I had three blood transfusions before the year ended but they seemed to make no difference at all. I wore a form of padded nappy-cum-elasticated-rubber-knickers device that managed to contain the bouts of bleeding and save any gross embarrassment but, as the months passed, I became steadily weaker. The doctors who stood deliberating around my bedside had no solutions for me. Diet and rest were all they could prescribe. I ate nothing but bland foods — junket, blancmange, rice and suet puddings, potato cakes and milk dumplings — as if anything tasteless and vaguely pale could stem the ceaseless sanguine flow.


Images from the Maroon Street Riot, 1936 (photographs by Lockwood Mower).
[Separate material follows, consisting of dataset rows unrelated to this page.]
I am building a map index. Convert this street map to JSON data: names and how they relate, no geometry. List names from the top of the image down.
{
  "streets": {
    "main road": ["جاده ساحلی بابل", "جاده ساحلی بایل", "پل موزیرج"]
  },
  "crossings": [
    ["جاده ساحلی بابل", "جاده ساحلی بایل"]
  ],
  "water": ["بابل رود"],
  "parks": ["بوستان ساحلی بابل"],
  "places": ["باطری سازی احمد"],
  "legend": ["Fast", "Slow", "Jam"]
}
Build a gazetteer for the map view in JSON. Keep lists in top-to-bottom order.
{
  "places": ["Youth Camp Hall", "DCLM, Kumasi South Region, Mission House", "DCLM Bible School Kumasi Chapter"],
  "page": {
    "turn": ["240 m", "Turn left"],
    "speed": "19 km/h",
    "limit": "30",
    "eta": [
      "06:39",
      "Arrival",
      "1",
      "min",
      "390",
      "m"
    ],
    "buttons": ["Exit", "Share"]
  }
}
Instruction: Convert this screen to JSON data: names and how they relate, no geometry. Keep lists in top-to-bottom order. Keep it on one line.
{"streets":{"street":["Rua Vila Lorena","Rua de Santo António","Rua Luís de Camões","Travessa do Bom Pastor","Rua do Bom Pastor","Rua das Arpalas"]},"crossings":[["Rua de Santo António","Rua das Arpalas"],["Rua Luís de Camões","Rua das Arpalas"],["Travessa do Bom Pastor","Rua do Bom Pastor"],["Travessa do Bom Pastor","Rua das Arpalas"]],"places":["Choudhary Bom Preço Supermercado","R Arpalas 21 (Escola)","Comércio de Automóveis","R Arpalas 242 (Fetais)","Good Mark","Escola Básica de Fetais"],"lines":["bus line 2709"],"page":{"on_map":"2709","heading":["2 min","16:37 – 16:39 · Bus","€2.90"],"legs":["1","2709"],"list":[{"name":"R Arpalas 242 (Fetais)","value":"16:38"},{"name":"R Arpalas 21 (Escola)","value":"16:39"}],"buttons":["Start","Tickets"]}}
Nevertheless, in the spring of 1937 I was estimated to be well enough to be moved to a cottage hospital near Lewes called Persimmon Hall, closer to home. And, once there, I did seem to begin to recover my health slowly, sitting on a bench in the garden on sunny days (wearing my heavily padded rubber nappy) where I could receive visits from friends and family. I was still very underweight, despite my milky, creamy diet, anaemic and continually tired but, I told myself, I was finally on the mend. Lockwood came and recounted the full story of my rescue — and thanked me profusely for the proper job with the Sketch that had ensued after his photographs were published. Faith Postings came and told me of the motorcycle dash to Southampton with Lockwood’s photographs and negatives. My mother and Xan were my most regular visitors and even my father came by from time to time, though I sensed the quiet trembling of unease in him, despite his constant smile, unconsciously unhappy at finding himself in a hospital environment again. Dido sent a vast bouquet of flowers once a week. Greville came and made me laugh. Then Faith Postings popped in one day and told me the GPW office was being closed down.